In a letter dictated to his sister he writes: "Were I to adopt the
figurative language of Bunyan, I might date this letter from the land of
Beulah, of which I have been for some time such a happy inhabitant. The
celestial city is full in view. Its glories beam upon me; its breezes fan me;
its odors are wafted to me; its sounds strike upon my ears, and its spirit is
breathed into my heart. Nothing separates me from it but the river of death,
which now appears as an insignificant rill, which can be crossed at a single
step, whenever God shall give permission. The Son of Righteousness has been
gradually drawing nearer and nearer, appearing larger and brighter as He
approached, and now fills the whole hemisphere, pouring forth a flood of glory,
in which I seem to float like an insect in the beams of the sun, exulting, yet
almost trembling, while I gaze on this excessive brightness, and wondering why
God should deign thus to shine upon a sinful worm."
On being asked, "Do you feel reconciled?"
He replied, "O, that is too cold; I rejoice; I triumph; and this
happiness will endure as long as God himself, for it consists in admiring and
adoring Him. I can find no words to express my happiness. I seem to be swimming
in a river of pleasure, which is carrying me to the great fountain. It seems as
if all the bottles in heaven were opened, and all its fullness and happiness
have come down into my heart. God has been depriving me of one blessing after
another, but as each one has removed, He has come in and filled up its place.

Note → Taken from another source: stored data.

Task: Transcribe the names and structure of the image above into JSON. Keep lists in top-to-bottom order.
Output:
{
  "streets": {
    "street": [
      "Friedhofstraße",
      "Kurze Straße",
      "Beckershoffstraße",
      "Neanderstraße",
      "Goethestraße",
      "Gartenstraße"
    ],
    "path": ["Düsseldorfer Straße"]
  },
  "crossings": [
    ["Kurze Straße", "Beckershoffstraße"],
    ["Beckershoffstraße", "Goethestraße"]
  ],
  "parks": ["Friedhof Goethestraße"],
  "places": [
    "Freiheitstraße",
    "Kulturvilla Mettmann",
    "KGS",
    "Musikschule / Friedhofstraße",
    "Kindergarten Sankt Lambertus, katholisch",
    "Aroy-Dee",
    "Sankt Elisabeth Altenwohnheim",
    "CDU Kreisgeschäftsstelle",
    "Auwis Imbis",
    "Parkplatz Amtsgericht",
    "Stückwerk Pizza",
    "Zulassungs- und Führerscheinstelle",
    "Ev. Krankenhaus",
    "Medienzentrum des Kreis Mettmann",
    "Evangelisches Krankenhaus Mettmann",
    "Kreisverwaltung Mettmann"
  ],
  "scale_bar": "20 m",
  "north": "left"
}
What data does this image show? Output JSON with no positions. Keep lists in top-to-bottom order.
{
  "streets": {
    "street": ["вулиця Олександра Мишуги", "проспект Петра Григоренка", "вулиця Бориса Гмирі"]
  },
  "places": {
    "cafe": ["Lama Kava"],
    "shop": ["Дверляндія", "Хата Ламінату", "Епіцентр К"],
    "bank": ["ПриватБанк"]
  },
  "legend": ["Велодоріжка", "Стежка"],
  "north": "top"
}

If God had told me sometime ago, that He was about to make me as happy as I
could be in this world, and that He should begin by crippling me in all my
limbs, and removing from me all my usual sources of enjoyment, I should have
thought it a very strange mode of accomplishing His purposes, now, when I am a
cripple, and not able to move, I am happier than I ever was in my life before,
or ever expected to be.
"It has often been remarked, that people who have passed into the other
world cannot come back to tell us what they have seen; but I am so near the
eternal world, that I can almost see as clearly as if I were there; and I see
enough to satisfy me of the truth of the doctrines I have preached. I do not
know that I should feel at all surer had I been really there."
"Watchman, what of the night!" asked a gray-headed member of his
church.
"I should think it was about noonday," replied the dying Payson.
The ruling passion being strong in death, he sent a request to his pulpit,
that his people should repair to his sick-chamber. They did so in specified
classes, a few at a time and received his dying message.
To the young men of his congregation, he said: "I felt desirous that
you might see that the religion I have preached can support me in death. You
know that I have many ties which bind me to earth; a family to which I am
strongly attached, and a people whom I love almost as well; but the other world
acts like a much stronger magnet, and draws my heart away from this."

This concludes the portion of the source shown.